TASK INSTRUCTIONS -> Across the entries, count the lines that include "absolute" and report only that number.
___ RAW DATA ___
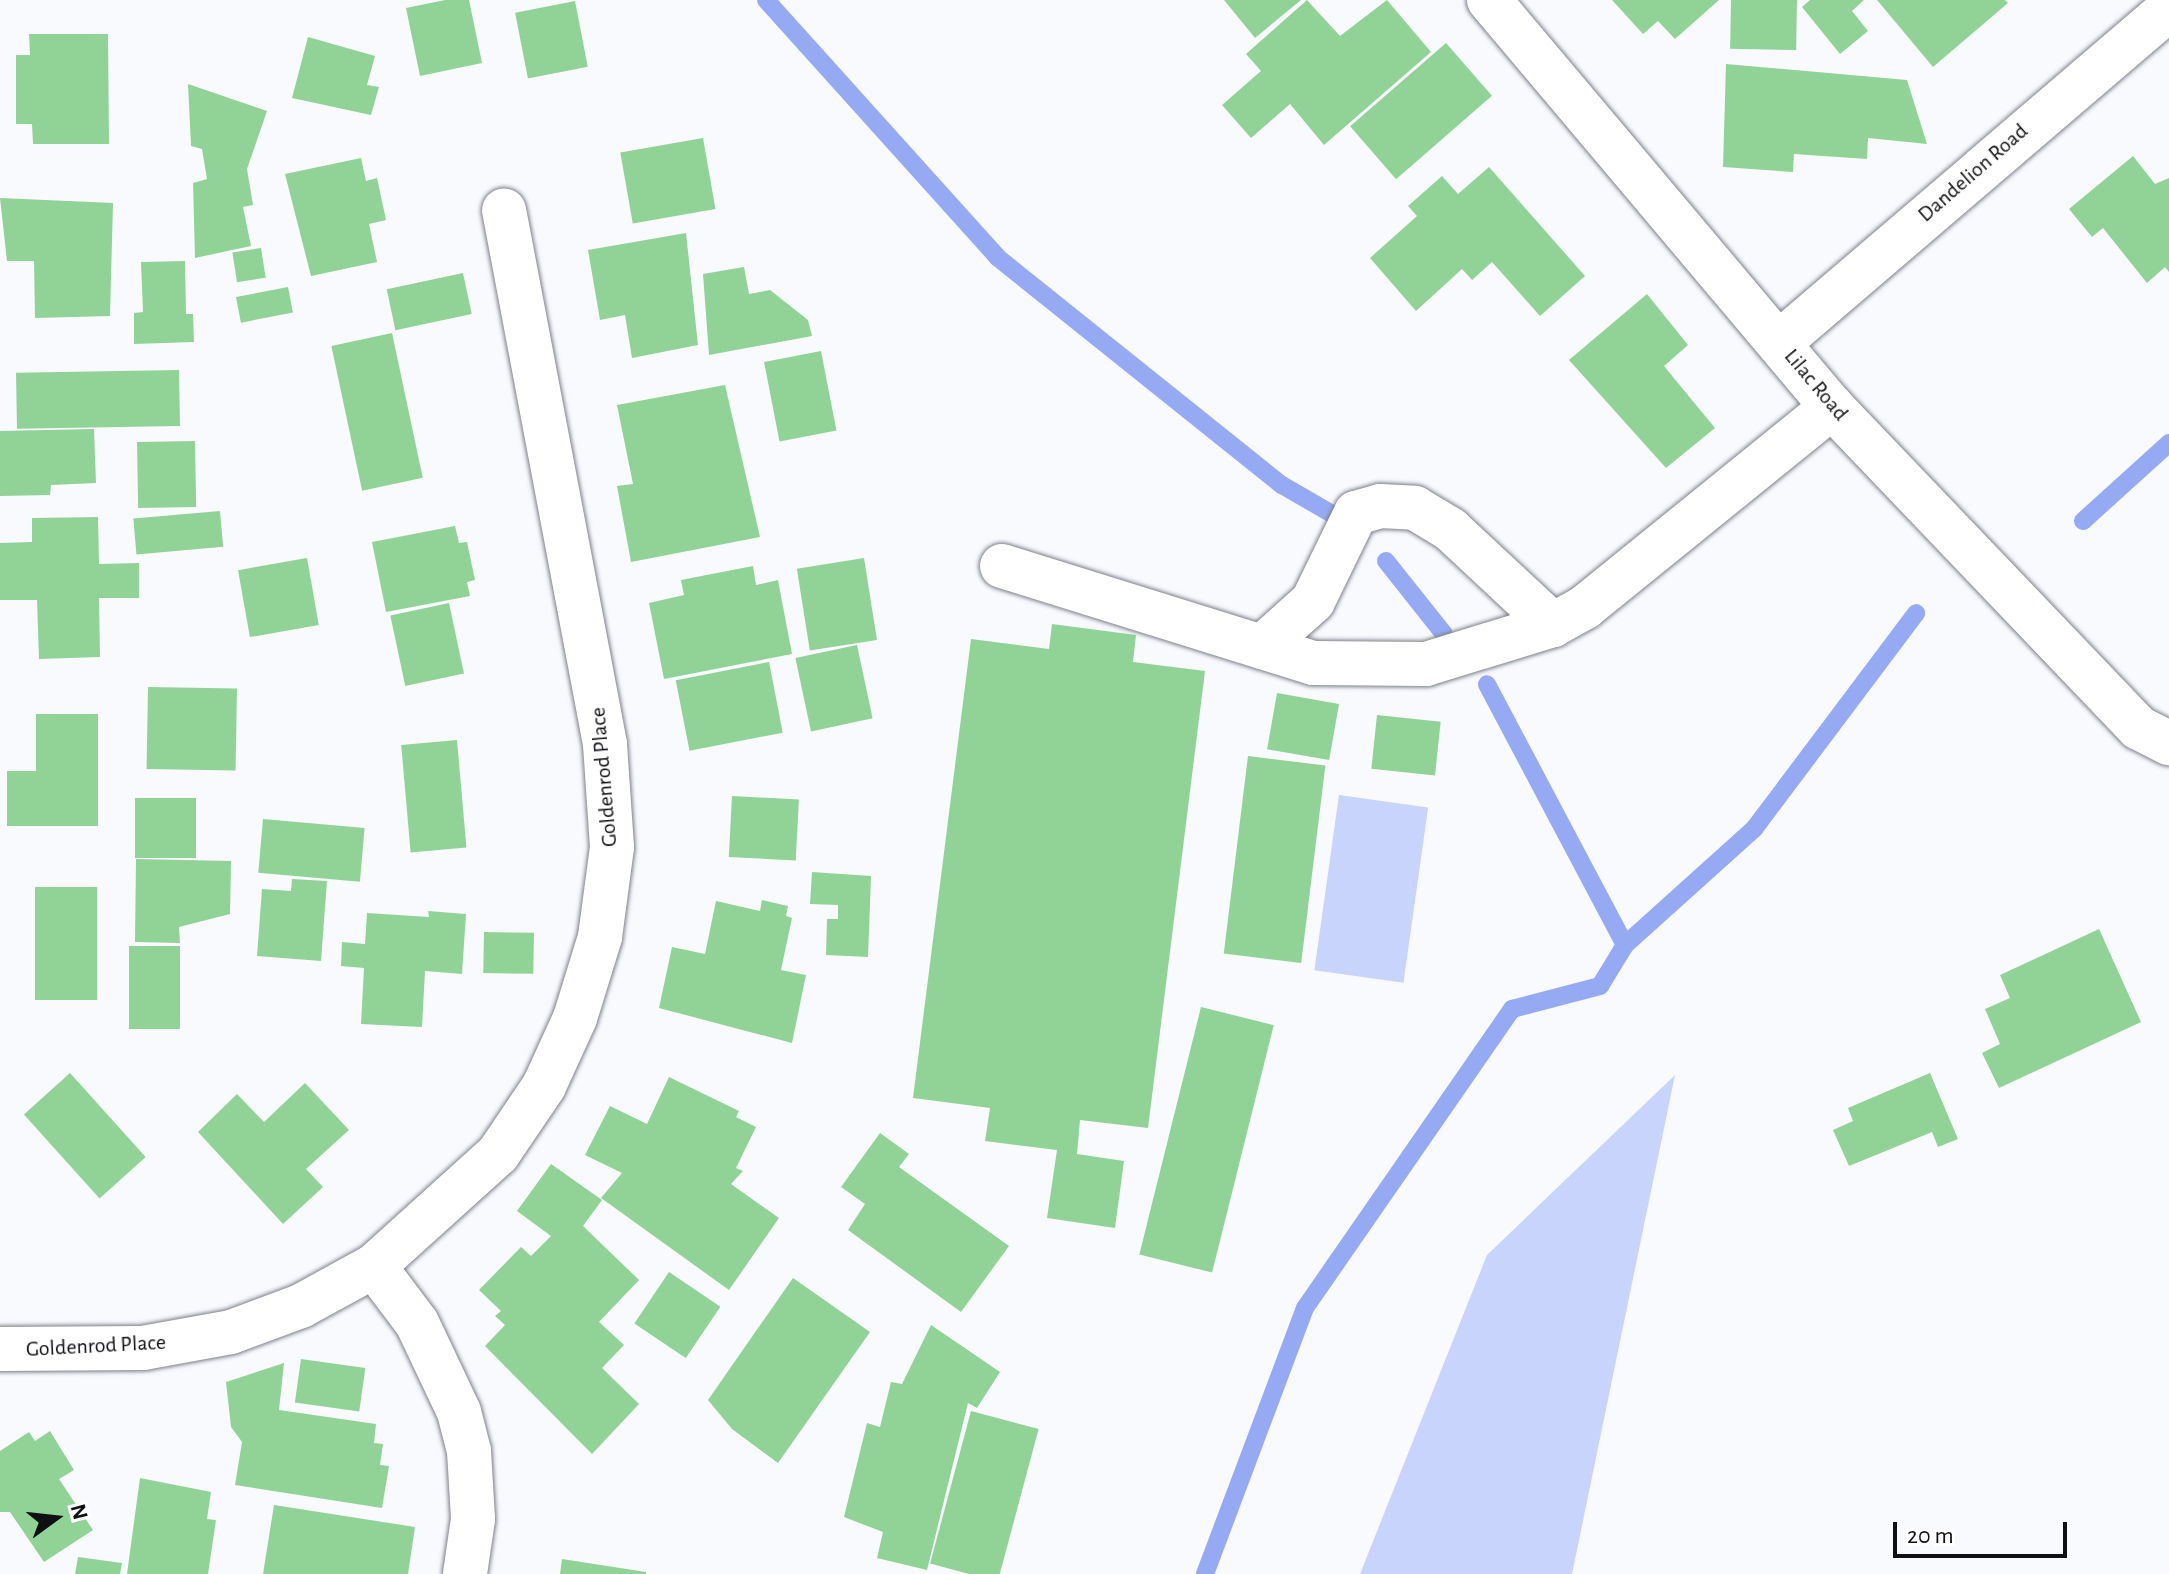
<!DOCTYPE html>
<style>
body{margin:0}
#map{position:relative;width:2169px;height:1574px;overflow:hidden;background:#f9fafe;font-family:"Alegreya Sans",sans-serif}
div>[style]{position:absolute}
[style*='--x']{left:calc(var(--x)*1px);top:calc(var(--y)*1px);width:calc(var(--w)*1px);rotate:calc(var(--a)*1deg)}
.green>*{inset:0;background:#c8d4fc;transform-origin:0 0}
.stream>*{height:18px;margin:-9px;padding:0 9px;transform-origin:9px;border-radius:9px;background:#96aaf4}
.building>*{inset:0;background:#91d396;transform-origin:0 0}
.roads{filter:drop-shadow(0 0 2px #7e8189) drop-shadow(0 0 2px #7e8189)}
.minor>*{height:44px;margin:-22px;padding:0 22px;transform-origin:22px;border-radius:22px;background:#fff}
span{translate:-50% -50%;white-space:nowrap;text-align:center;line-height:1.15;-webkit-text-stroke:8px #fff;paint-order:stroke}
.street-label{font-size:22px;color:#0f1013}
.north{position:absolute;left:16px;top:1478px;width:80px;height:80px;-webkit-text-stroke:6px #fff;paint-order:stroke;rotate:75deg;font-size:22px;font-weight:700;line-height:32px;text-align:center;color:#0f1013}
.north::after{content:'';display:block;margin:auto;width:28px;height:36px;background:#0f1013;clip-path:polygon(50% 0,100% 100%,50% 72%,0 100%)}
.scale{position:absolute;left:1893px;top:1522px;width:174px;height:36px;box-sizing:border-box;border:4px solid #0f1013;border-top:0;padding-left:10px;font-size:24px;line-height:28px;white-space:nowrap;color:#0f1013;-webkit-text-stroke:6px #fff;paint-order:stroke}
</style>
<div id="map">
<div class="green">
<i style="left:1339px;top:795px;width:90px;height:177px;rotate:8deg"></i>
<i style="clip-path:polygon(1675px 1075px,1572px 1574px,1360px 1574px,1487px 1255px)"></i>
</div>
<div class="stream">
<i style="--x:766;--y:0;--w:346;--a:48"></i>
<i style="--x:997;--y:257;--w:365;--a:38.7"></i>
<i style="--x:1282;--y:485;--w:58;--a:30.1"></i>
<i style="--x:2083;--y:521;--w:116;--a:-42.2"></i>
<i style="--x:1386;--y:561;--w:93;--a:51.5"></i>
<i style="--x:1625;--y:945;--w:173;--a:-42"></i>
<i style="--x:1754;--y:829;--w:270;--a:-53.1"></i>
<i style="--x:1205;--y:1574;--w:284;--a:-69.4"></i>
<i style="--x:1305;--y:1308;--w:364;--a:-55.3"></i>
<i style="--x:1512;--y:1009;--w:91;--a:-14.6"></i>
<i style="--x:1600;--y:986;--w:48;--a:-58.6"></i>
<i style="--x:1625;--y:945;--w:295;--a:-117.9"></i>
</div>
<div class="building">
<i style="clip-path:polygon(445px 0,469px 0,482px 63px,420px 76px,406px 8px)"></i>
<i style="clip-path:polygon(1224px 0,1301px 0,1255px 38px)"></i>
<i style="clip-path:polygon(1307px 0,1340px 36px,1387px 0,1431px 52px,1324px 145px,1290px 104px,1251px 138px,1222px 105px,1261px 71px,1246px 54px)"></i>
<i style="clip-path:polygon(1612px 0,1719px 0,1675px 39px,1658px 21px,1643px 34px)"></i>
<i style="left:1797px;top:0;width:50px;height:66px;rotate:91deg"></i>
<i style="clip-path:polygon(1810px 0,1864px 0,1852px 11px,1868px 31px,1840px 54px,1802px 7px)"></i>
<i style="clip-path:polygon(1877px 0,2005px 0,2008px 3px,1933px 67px)"></i>
<i style="left:575px;top:1px;width:67px;height:61px;rotate:79deg"></i>
<i style="clip-path:polygon(29px 34px,108px 34px,109px 144px,33px 144px,32px 124px,16px 124px,16px 55px,30px 55px)"></i>
<i style="clip-path:polygon(308px 37px,375px 56px,367px 85px,379px 87px,371px 115px,292px 98px)"></i>
<i style="left:1446px;top:43px;width:70px;height:127px;rotate:49deg"></i>
<i style="clip-path:polygon(1726px 64px,1907px 80px,1927px 144px,1868px 138px,1867px 159px,1794px 154px,1793px 172px,1723px 167px)"></i>
<i style="clip-path:polygon(188px 84px,267px 111px,247px 169px,253px 205px,243px 207px,251px 246px,195px 258px,193px 183px,207px 179px,202px 149px,191px 146px)"></i>
<i style="left:703px;top:138px;width:72px;height:84px;rotate:80deg"></i>
<i style="clip-path:polygon(2133px 156px,2155px 184px,2169px 178px,2169px 272px,2165px 267px,2147px 283px,2103px 228px,2092px 237px,2069px 209px)"></i>
<i style="clip-path:polygon(361px 158px,366px 181px,377px 178px,386px 220px,369px 224px,377px 262px,311px 276px,285px 174px)"></i>
<i style="clip-path:polygon(1489px 167px,1585px 276px,1540px 316px,1492px 262px,1472px 280px,1462px 269px,1416px 311px,1370px 258px,1417px 216px,1408px 206px,1442px 176px,1458px 194px)"></i>
<i style="clip-path:polygon(0 198px,113px 203px,110px 316px,35px 318px,34px 261px,7px 261px)"></i>
<i style="clip-path:polygon(686px 233px,698px 345px,632px 358px,625px 315px,600px 320px,588px 250px)"></i>
<i style="left:261px;top:248px;width:30px;height:29px;rotate:81deg"></i>
<i style="clip-path:polygon(185px 261px,186px 314px,193px 314px,194px 342px,134px 344px,134px 313px,143px 312px,141px 262px)"></i>
<i style="clip-path:polygon(744px 267px,749px 294px,770px 290px,808px 320px,812px 336px,709px 355px,703px 274px)"></i>
<i style="left:463px;top:273px;width:42px;height:78px;rotate:78deg"></i>
<i style="left:288px;top:287px;width:26px;height:53px;rotate:79deg"></i>
<i style="clip-path:polygon(1647px 294px,1688px 345px,1664px 366px,1715px 428px,1666px 468px,1569px 360px)"></i>
<i style="left:392px;top:333px;width:148px;height:62px;rotate:78deg"></i>
<i style="left:821px;top:351px;width:81px;height:58px;rotate:79deg"></i>
<i style="left:179px;top:370px;width:56px;height:163px;rotate:89deg"></i>
<i style="clip-path:polygon(725px 385px,760px 537px,631px 562px,617px 486px,633px 484px,617px 405px)"></i>
<i style="clip-path:polygon(94px 429px,96px 483px,51px 485px,50px 495px,0 496px,0 431px)"></i>
<i style="left:195px;top:441px;width:66px;height:58px;rotate:89deg"></i>
<i style="left:220px;top:511px;width:36px;height:87px;rotate:85deg"></i>
<i style="clip-path:polygon(98px 517px,99px 564px,139px 563px,139px 598px,99px 598px,100px 657px,39px 659px,37px 600px,0 600px,0 543px,32px 542px,32px 518px)"></i>
<i style="clip-path:polygon(455px 526px,459px 543px,467px 542px,475px 580px,467px 582px,470px 596px,386px 612px,372px 542px)"></i>
<i style="left:307px;top:558px;width:68px;height:70px;rotate:80deg"></i>
<i style="left:864px;top:558px;width:83px;height:68px;rotate:81deg"></i>
<i style="clip-path:polygon(753px 566px,756px 585px,778px 580px,792px 654px,664px 679px,649px 603px,684px 595px,681px 580px)"></i>
<i style="left:449px;top:603px;width:72px;height:60px;rotate:78deg"></i>
<i style="clip-path:polygon(1052px 624px,1136px 635px,1133px 662px,1205px 671px,1148px 1128px,1080px 1120px,1077px 1154px,1124px 1161px,1115px 1228px,1047px 1218px,1057px 1150px,985px 1141px,990px 1108px,913px 1098px,971px 639px,1049px 649px)"></i>
<i style="left:857px;top:645px;width:75px;height:63px;rotate:78deg"></i>
<i style="left:769px;top:662px;width:72px;height:95px;rotate:79deg"></i>
<i style="left:148px;top:687px;width:89px;height:82px;rotate:1deg"></i>
<i style="left:1277px;top:693px;width:63px;height:57px;rotate:10deg"></i>
<i style="clip-path:polygon(36px 714px,98px 714px,98px 826px,7px 826px,7px 771px,36px 771px)"></i>
<i style="left:1377px;top:715px;width:64px;height:54px;rotate:6deg"></i>
<i style="left:457px;top:740px;width:108px;height:56px;rotate:85deg"></i>
<i style="left:1248px;top:756px;width:78px;height:199px;rotate:7deg"></i>
<i style="left:732px;top:796px;width:67px;height:61px;rotate:3deg"></i>
<i style="left:135px;top:798px;width:61px;height:60px"></i>
<i style="left:263px;top:819px;width:102px;height:54px;rotate:5deg"></i>
<i style="clip-path:polygon(136px 859px,231px 861px,230px 914px,179px 927px,180px 943px,135px 942px)"></i>
<i style="clip-path:polygon(812px 872px,871px 876px,868px 957px,826px 955px,827px 919px,838px 919px,838px 905px,810px 904px)"></i>
<i style="clip-path:polygon(292px 879px,327px 881px,321px 961px,257px 956px,262px 889px,291px 891px)"></i>
<i style="left:35px;top:887px;width:62px;height:113px"></i>
<i style="clip-path:polygon(762px 900px,788px 906px,786px 916px,792px 918px,781px 970px,806px 975px,792px 1043px,659px 1008px,672px 947px,705px 954px,716px 901px,760px 911px)"></i>
<i style="clip-path:polygon(428px 911px,466px 914px,462px 974px,425px 971px,422px 1027px,361px 1024px,364px 968px,341px 966px,342px 942px,365px 944px,367px 913px,429px 917px)"></i>
<i style="clip-path:polygon(2099px 929px,2141px 1022px,1999px 1088px,1982px 1053px,2000px 1044px,1985px 1009px,2010px 998px,2000px 975px)"></i>
<i style="left:484px;top:932px;width:50px;height:41px;rotate:1deg"></i>
<i style="left:129px;top:946px;width:51px;height:83px"></i>
<i style="left:1201px;top:1007px;width:75px;height:255px;rotate:14deg"></i>
<i style="left:70px;top:1073px;width:113px;height:62px;rotate:48deg"></i>
<i style="clip-path:polygon(1930px 1073px,1958px 1139px,1938px 1147px,1932px 1132px,1849px 1166px,1833px 1130px,1853px 1121px,1848px 1108px)"></i>
<i style="clip-path:polygon(669px 1077px,739px 1111px,736px 1117px,756px 1127px,736px 1168px,743px 1171px,731px 1184px,779px 1218px,729px 1290px,601px 1198px,622px 1173px,585px 1155px,610px 1106px,647px 1124px)"></i>
<i style="clip-path:polygon(305px 1083px,349px 1130px,306px 1169px,323px 1187px,283px 1224px,198px 1132px,237px 1094px,264px 1122px)"></i>
<i style="clip-path:polygon(880px 1133px,909px 1154px,899px 1167px,1009px 1246px,961px 1312px,848px 1230px,865px 1204px,841px 1187px)"></i>
<i style="clip-path:polygon(551px 1164px,602px 1200px,583px 1226px,639px 1280px,599px 1322px,624px 1345px,602px 1368px,639px 1404px,592px 1454px,485px 1346px,505px 1325px,495px 1316px,501px 1311px,479px 1290px,521px 1247px,531px 1256px,551px 1236px,517px 1211px)"></i>
<i style="left:669px;top:1272px;width:62px;height:62px;rotate:34deg"></i>
<i style="clip-path:polygon(793px 1278px,870px 1332px,778px 1463px,732px 1429px,708px 1400px)"></i>
<i style="clip-path:polygon(931px 1325px,1000px 1372px,977px 1408px,968px 1403px,927px 1570px,877px 1558px,883px 1532px,844px 1517px,867px 1423px,880px 1427px,891px 1382px,902px 1384px)"></i>
<i style="left:301px;top:1359px;width:65px;height:44px;rotate:8deg"></i>
<i style="clip-path:polygon(284px 1363px,279px 1410px,376px 1424px,374px 1443px,383px 1444px,380px 1465px,389px 1466px,382px 1508px,235px 1485px,242px 1442px,231px 1427px,226px 1382px)"></i>
<i style="left:971px;top:1411px;width:70px;height:158px;rotate:15deg"></i>
<i style="clip-path:polygon(50px 1431px,74px 1470px,59px 1479px,93px 1530px,44px 1562px,10px 1512px,0 1512px,0 1451px,29px 1432px,35px 1441px)"></i>
<i style="clip-path:polygon(140px 1478px,211px 1492px,207px 1519px,216px 1520px,208px 1574px,127px 1574px)"></i>
<i style="clip-path:polygon(274px 1505px,415px 1527px,408px 1574px,263px 1574px)"></i>
<i style="clip-path:polygon(78px 1557px,122px 1563px,120px 1574px,75px 1574px)"></i>
<i style="clip-path:polygon(562px 1559px,646px 1572px,646px 1574px,560px 1574px)"></i>
</div>
<div class="roads">
<div class="minor">
<i style="--x:1489;--y:0;--w:532;--a:49.88"></i>
<i style="--x:1832;--y:407;--w:444;--a:46.3"></i>
<i style="--x:2139;--y:728;--w:34;--a:27"></i>
<i style="--x:1780;--y:342;--w:512;--a:-40.56"></i>
<i style="--x:1002;--y:566;--w:326;--a:17.3"></i>
<i style="--x:1313;--y:663;--w:113;--a:0.5"></i>
<i style="--x:1426;--y:664;--w:133;--a:-17.1"></i>
<i style="--x:1553;--y:625;--w:37;--a:-29"></i>
<i style="--x:1585;--y:607;--w:318;--a:-39"></i>
<i style="--x:1262;--y:647;--w:69;--a:-42"></i>
<i style="--x:1313;--y:601;--w:98;--a:-64"></i>
<i style="--x:1356;--y:513;--w:25;--a:-16"></i>
<i style="--x:1380;--y:506;--w:35;--a:3"></i>
<i style="--x:1415;--y:508;--w:41;--a:31"></i>
<i style="--x:1450;--y:529;--w:141;--a:43"></i>
<i style="--x:374;--y:1266;--w:71;--a:53"></i>
<i style="--x:417;--y:1323;--w:98;--a:64.7"></i>
<i style="--x:459;--y:1412;--w:40;--a:75.6"></i>
<i style="--x:469;--y:1451;--w:68;--a:86.6"></i>
<i style="--x:473;--y:1519;--w:56;--a:98.3"></i>
<i style="--x:0;--y:1349;--w:143;--a:-0.4"></i>
<i style="--x:143;--y:1348;--w:89;--a:-10.3"></i>
<i style="--x:231;--y:1332;--w:75;--a:-20.4"></i>
<i style="--x:301;--y:1306;--w:83;--a:-28.7"></i>
<i style="--x:374;--y:1266;--w:167;--a:-42.1"></i>
<i style="--x:498;--y:1154;--w:82;--a:-55.9"></i>
<i style="--x:544;--y:1086;--w:75;--a:-65.5"></i>
<i style="--x:575;--y:1018;--w:85;--a:-72.8"></i>
<i style="--x:600;--y:937;--w:91;--a:-82.4"></i>
<i style="--x:612;--y:847;--w:103;--a:-93.9"></i>
<i style="--x:605;--y:744;--w:543;--a:-100.71"></i>
</div>
</div>
<div class="street-label">
<span style="left:1973px;top:173px;rotate:-41deg">Dandelion Road</span>
<span style="left:1816px;top:385px;rotate:50deg">Lilac Road</span>
<span style="left:604px;top:777px;rotate:-95deg">Goldenrod Place</span>
<span style="left:96px;top:1346px;rotate:-3deg">Goldenrod Place</span>
</div>
<div class="north">N</div>
<div class="scale">20 m</div>
</div>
___
WRITTEN ANSWER -> 3